Sidney C. Taylor, 43, Corporal
Joseph Howard Lanier, 32, Corporal
Norwood F. Bellamy, 50, Patrolman
First Class John William Brown, 31, Patrolman
First Class Colie Merle Metts, 36, Patrolman
Allen Jerome Russell, 24, and Patrolman
Edward H. Moore, 30. All were
white. An Orangeburg city police
officer, later promoted to Chief,
also discharged his shot gun but was never charged. Later another State Police officer, Patrolman Robert Sanders, admitted
shooting students but was never charged.
It took less than two hours for a jury
to acquit all of the officers
despite the fact that evidence presented at the trial was damming. No guns were ever found among the victims nor
did any eyewitnesses report seeing any or hearing any gunfire from the crowd.
Two and a half years after the
shooting, one man was finally convicted—Cleveland
L. Sellers, Jr. He was a young South
Carolinian who was National Program
Director for the Student Nonviolent
Coordinating Committee (SNCC). He happened to be in Orangeburg on February
6. He had been present at the first
disturbance outside of the bowling alley and had been injured. He was not there in his capacity with
SNCC. The organization never had a campaign
at the school, and he was not present or involved with events over the next
two days.
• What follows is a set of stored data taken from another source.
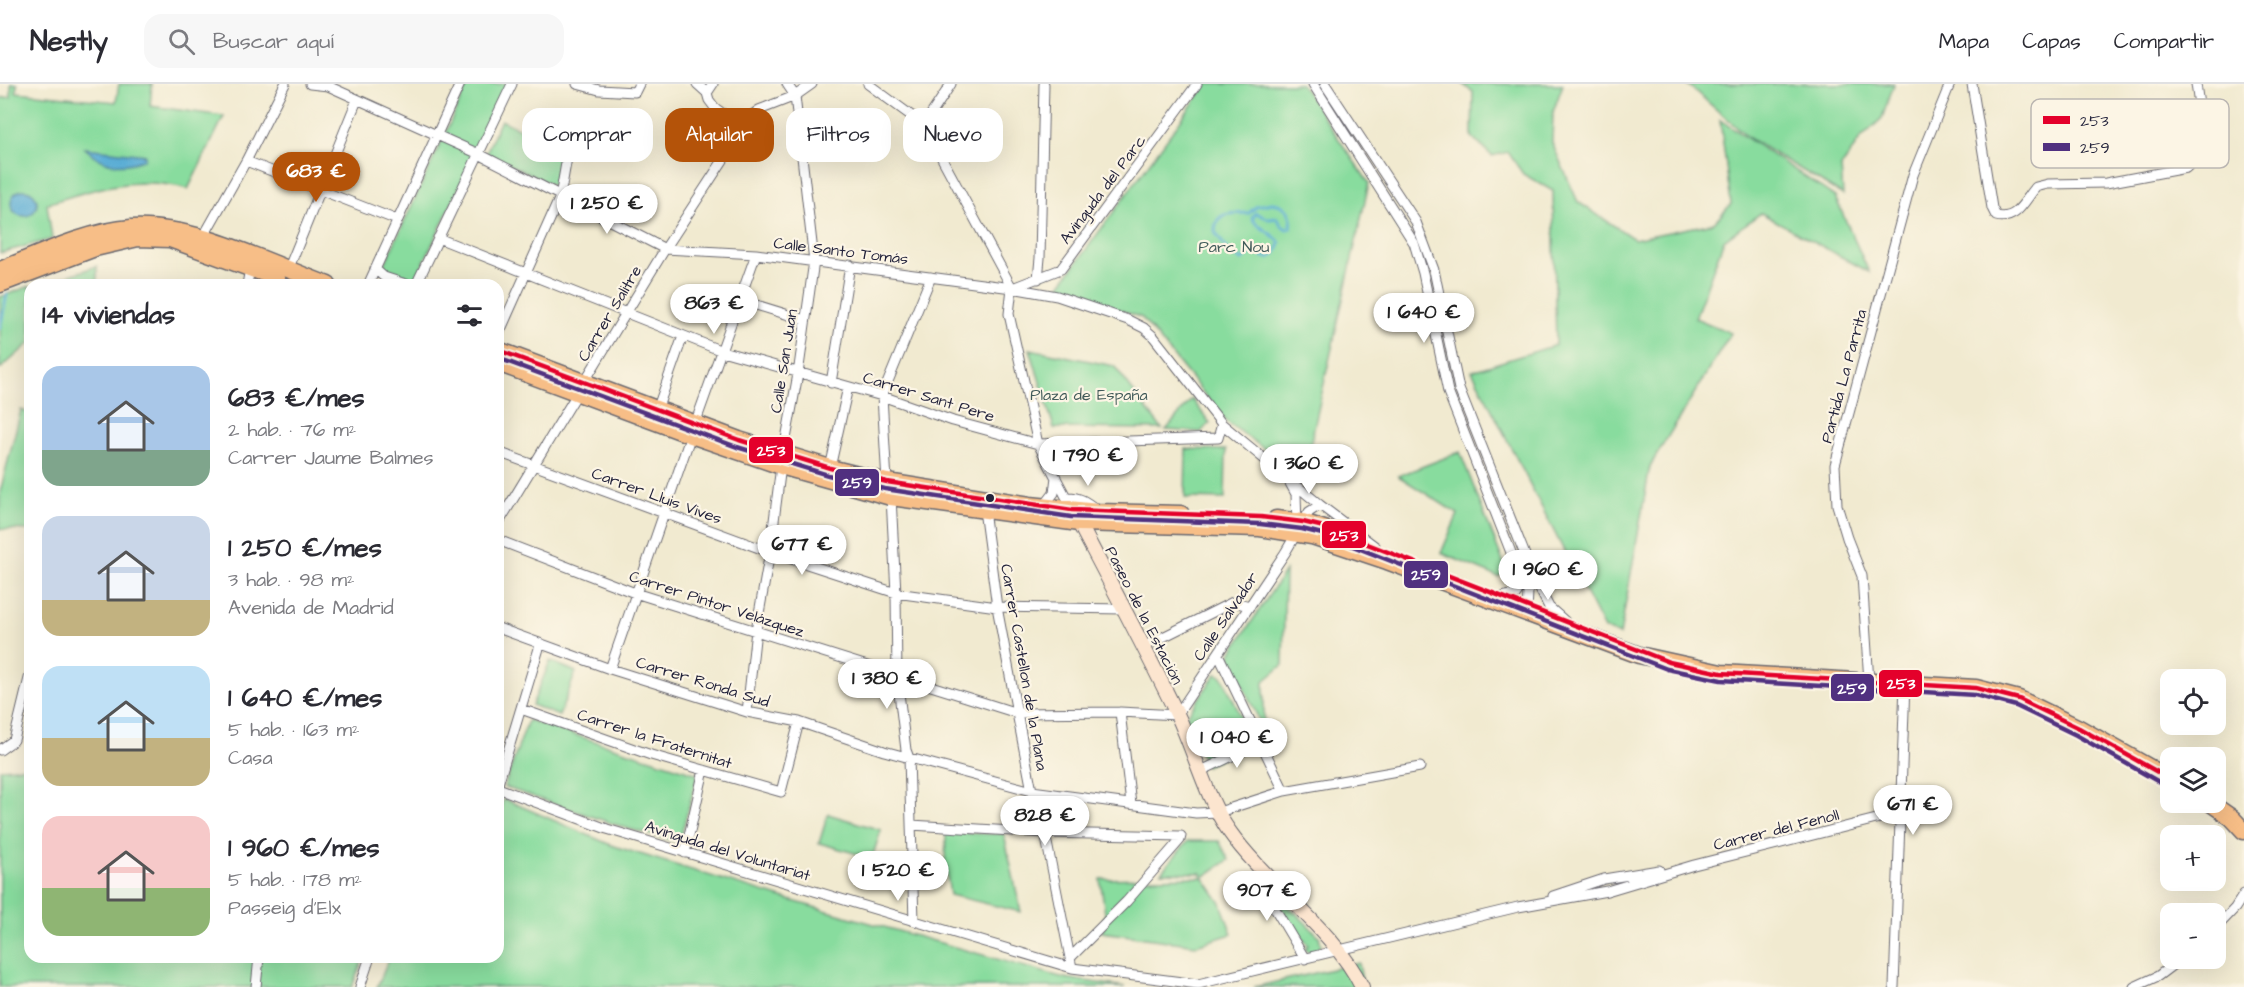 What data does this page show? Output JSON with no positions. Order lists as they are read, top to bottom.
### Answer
{
  "streets": {
    "street": [
      "Avinguda del Parc",
      "Calle Santo Tomás",
      "Carrer Salitre",
      "Calle San Juan",
      "Partida La Parrita",
      "Carrer Sant Pere",
      "Carrer Lluis Vives",
      "Carrer Pintor Velázquez",
      "Paseo de la Estación",
      "Calle Salvador",
      "Carrer Castellon de la Plana",
      "Carrer Ronda Sud",
      "Carrer la Fraternitat",
      "Carrer del Fenoll",
      "Avinguda del Voluntariat"
    ]
  },
  "crossings": [
    ["Avinguda del Parc", "Calle Santo Tomás"],
    ["Calle Santo Tomás", "Carrer Salitre"],
    ["Calle Santo Tomás", "Calle San Juan"],
    ["Calle Santo Tomás", "Carrer Sant Pere"],
    ["Calle Santo Tomás", "Calle Salvador"],
    ["Carrer Salitre", "Carrer Sant Pere"],
    ["Carrer Salitre", "Carrer Lluis Vives"],
    ["Calle San Juan", "Carrer Sant Pere"],
    ["Calle San Juan", "Carrer Lluis Vives"],
    ["Calle San Juan", "Carrer Pintor Velázquez"],
    ["Calle San Juan", "Carrer Ronda Sud"],
    ["Carrer Lluis Vives", "Paseo de la Estación"],
    ["Carrer Lluis Vives", "Carrer Castellon de la Plana"],
    ["Carrer Pintor Velázquez", "Paseo de la Estación"],
    ["Carrer Pintor Velázquez", "Calle Salvador"],
    ["Carrer Pintor Velázquez", "Carrer Castellon de la Plana"],
    ["Paseo de la Estación", "Calle Salvador"],
    ["Paseo de la Estación", "Carrer Ronda Sud"],
    ["Paseo de la Estación", "Carrer del Fenoll"],
    ["Paseo de la Estación", "Avinguda del Voluntariat"],
    ["Carrer Castellon de la Plana", "Carrer Ronda Sud"],
    ["Carrer Castellon de la Plana", "Avinguda del Voluntariat"],
    ["Carrer Ronda Sud", "Carrer la Fraternitat"],
    ["Carrer del Fenoll", "Avinguda del Voluntariat"]
  ],
  "parks": ["Parc Nou", "Plaza de España"],
  "lines": ["transit line 253", "transit line 259"],
  "legend": ["253", "259"],
  "page": {
    "header": "Nestly",
    "search": "Buscar aquí",
    "nav": ["Mapa", "Capas", "Compartir"],
    "chip": [
      "Comprar",
      "Alquilar",
      "Filtros",
      "Nuevo"
    ],
    "price": [
      "683 €",
      "1 250 €",
      "863 €",
      "1 640 €",
      "1 790 €",
      "1 360 €",
      "677 €",
      "1 960 €",
      "1 380 €",
      "1 040 €",
      "671 €",
      "828 €",
      "1 520 €",
      "907 €"
    ],
    "heading": "14 viviendas",
    "list": [
      {
        "name": "683 €/mes",
        "note": "2 hab. · 76 m² · Carrer Jaume Balmes"
      },
      {
        "name": "1 250 €/mes",
        "note": "3 hab. · 98 m² · Avenida de Madrid"
      },
      {
        "name": "1 640 €/mes",
        "note": "5 hab. · 163 m² · Casa"
      },
      {
        "name": "1 960 €/mes",
        "note": "5 hab. · 178 m² · Passeig d'Elx"
      }
    ],
    "map_buttons": ["+", "−"]
  }
}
None-the-less, state
authorities, hoping to shore up their weak case for “outside agitators,”
charged Sellers with multiple counts, including conspiracy and incitement
to riot. This was too much for even a local
trial judge, who threw out the felony counts with scathing remarks. But he did find Sellers guilty of simple
riot. Sellers spent 7 months in state
prison. In 1998 Sellers published a memoir
of his ordeal, Orangeburg Massacre: Dealing Honestly with Tragedy and Distortion.
Jack
Bass’s comprehensive 1970 account, was, despite glowing early reviews,
effectively squelched in distribution by pressure from Federal Bureau of Investigations (FBI) chief J. Edgar Hoover, who objected to accounts of FBI agents attempting
to cover up for the State Police.
The book was finally re-issued and became widely available by Mercer University Press in 1984.
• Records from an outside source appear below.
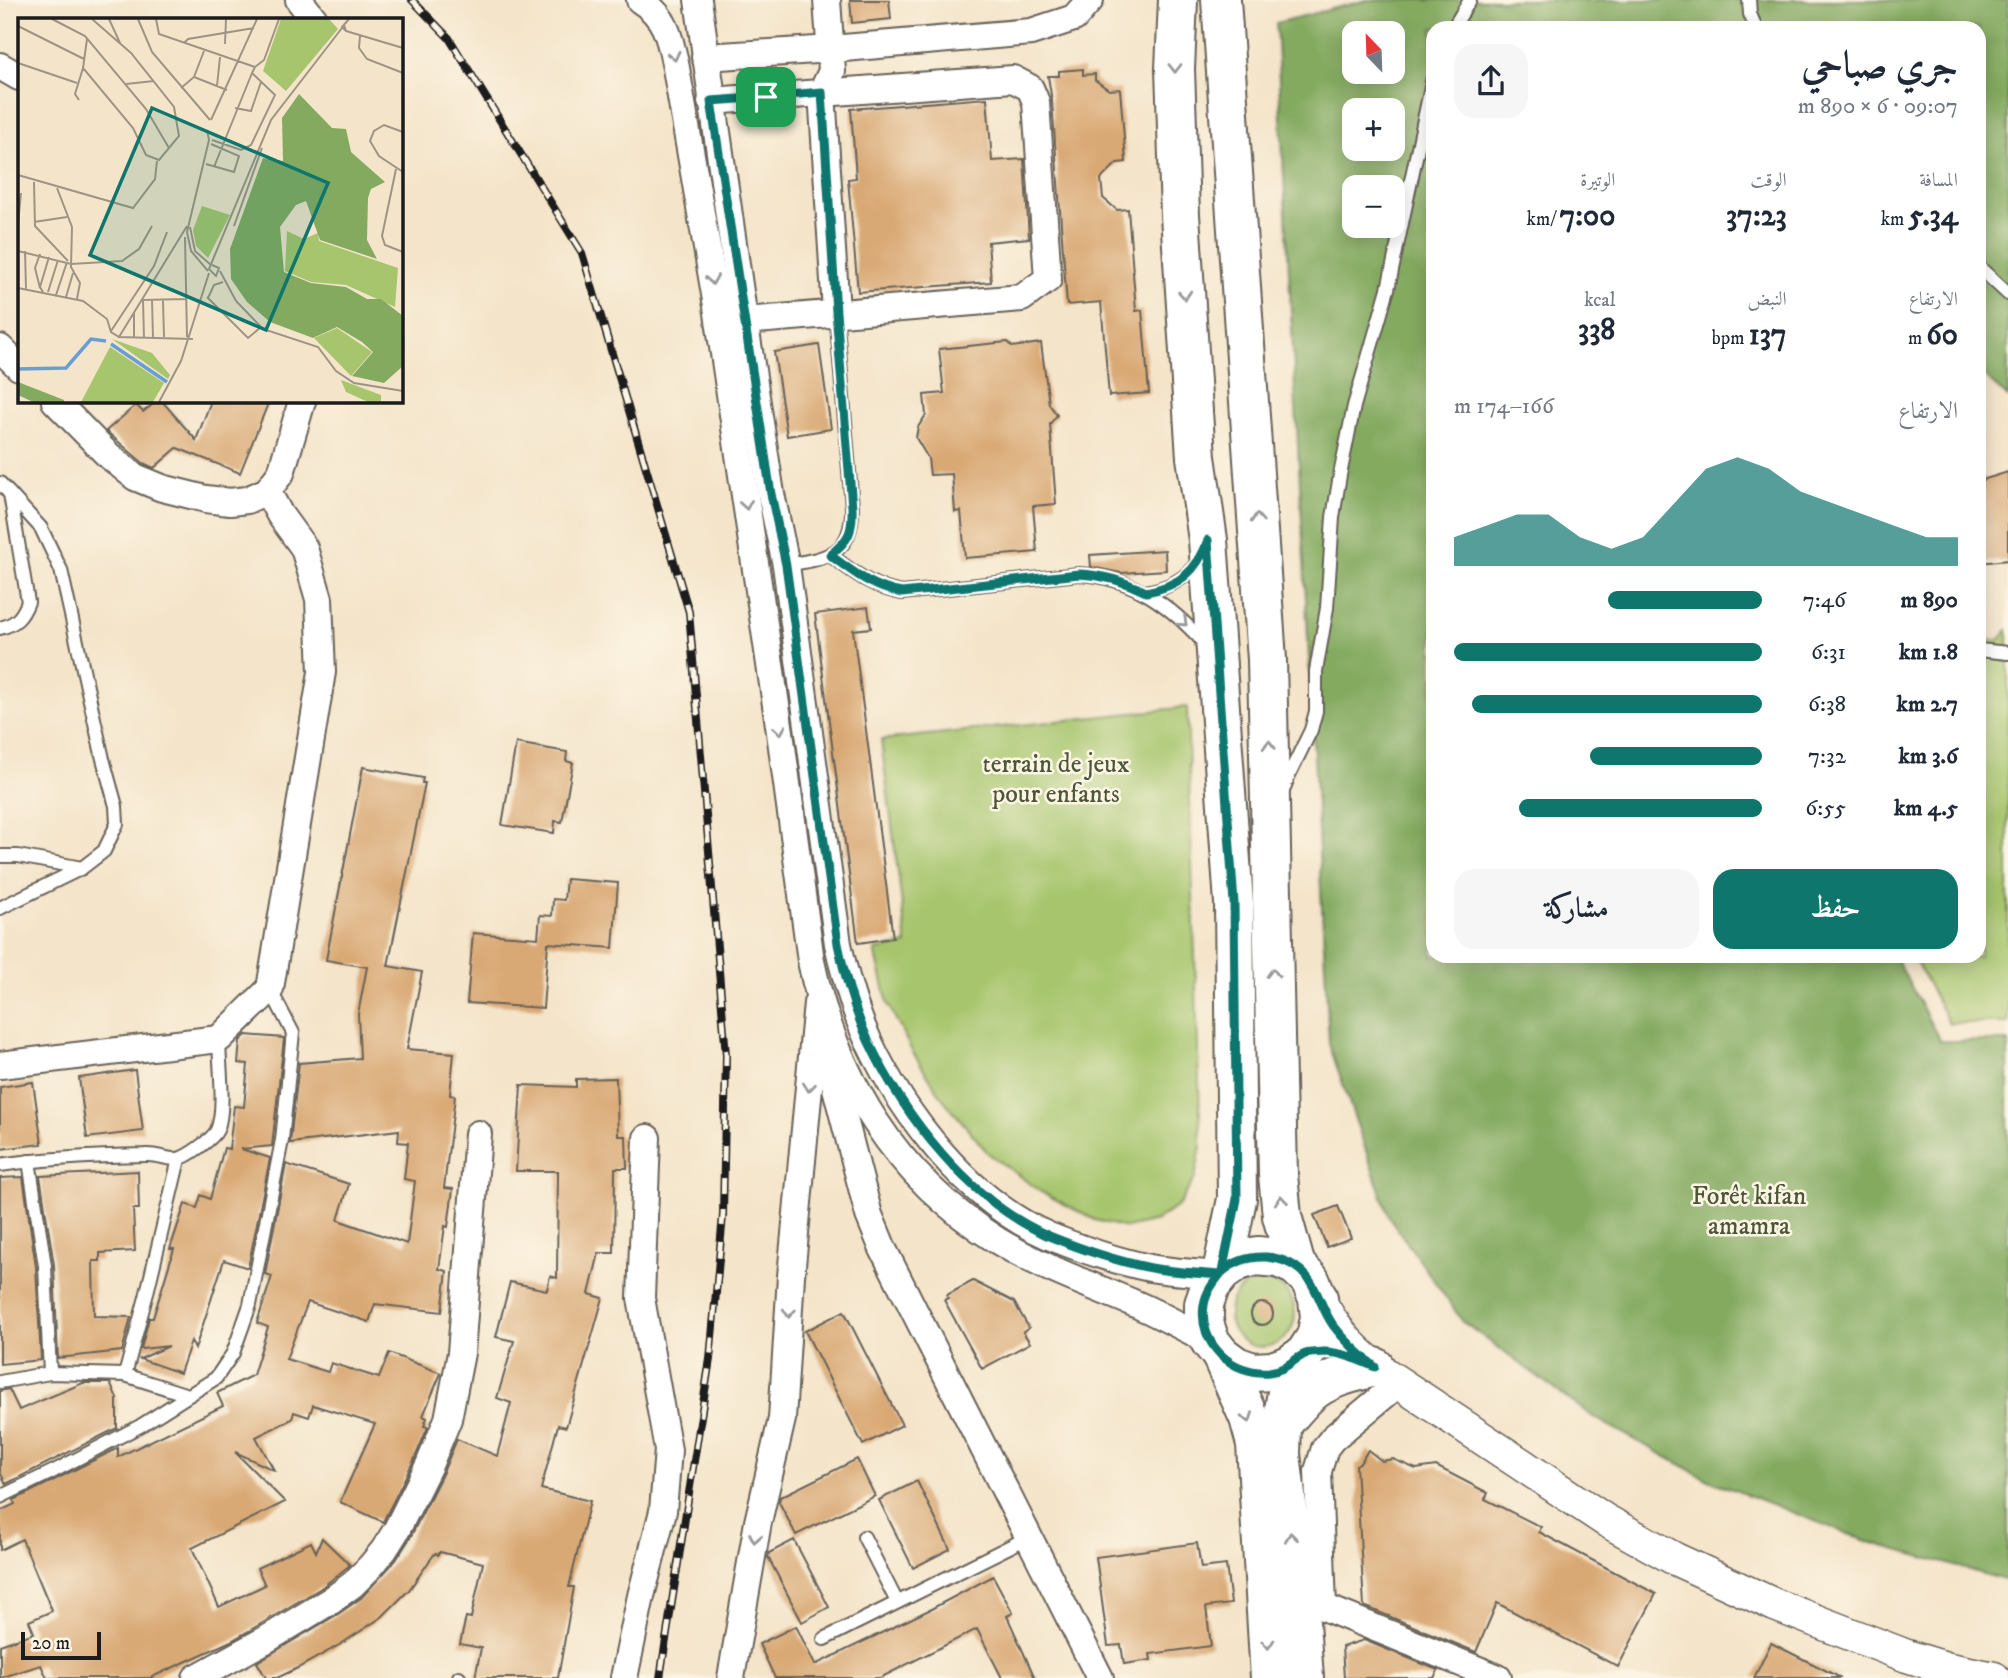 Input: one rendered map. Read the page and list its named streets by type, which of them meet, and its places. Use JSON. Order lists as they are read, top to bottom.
{
  "parks": ["terrain de jeux pour enfants", "Forêt kifan amamra"],
  "scale_bar": "20 m",
  "north": "top left",
  "page": {
    "map_buttons": ["+", "−"],
    "heading": ["جري صباحي", "09:07 · 6 × 890 m"],
    "stats": [
      ["المسافة", "5.34 km"],
      ["الوقت", "37:23"],
      ["الوتيرة", "7:00 /km"],
      ["الارتفاع", "60 m"],
      ["النبض", "137 bpm"],
      ["kcal", "338"]
    ],
    "chart": ["الارتفاع", "166–174 m"],
    "list": [
      {
        "name": "890 m",
        "note": "7:46"
      },
      {
        "name": "1.8 km",
        "note": "6:31"
      },
      {
        "name": "2.7 km",
        "note": "6:38"
      },
      {
        "name": "3.6 km",
        "note": "7:32"
      },
      {
        "name": "4.5 km",
        "note": "6:55"
      }
    ],
    "buttons": ["حفظ", "مشاركة"],
    "scale": "20 m"
  }
}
Bass continued as an historian to
campaign for wider awareness of the buried incident.
In 2004 South Carolina Governor Mark Stafford finally issued a public
statement that, “I think it’s appropriate to tell the African-American community in South Carolina that we don’t just
regret what happened in Orangeburg 35 years ago—we apologize for it.”
The Orangeburg Massacre memorial on the grounds of South Carolina State University today.
The school is now known as South
Carolina State University. Its gymnasium
is now named in memory of the three men killed.
There is a monument on campus in their honor and the site of the
shooting is marked. The school conducts annual memorial
commemorations and promotes ongoing academic investigation of the
event.
And, oh yeah, the All Star Bowling
Lanes was renamed the All-Star Triangle
Bowl. The Floyd family still owns and operates the business. It has been integrated for many years.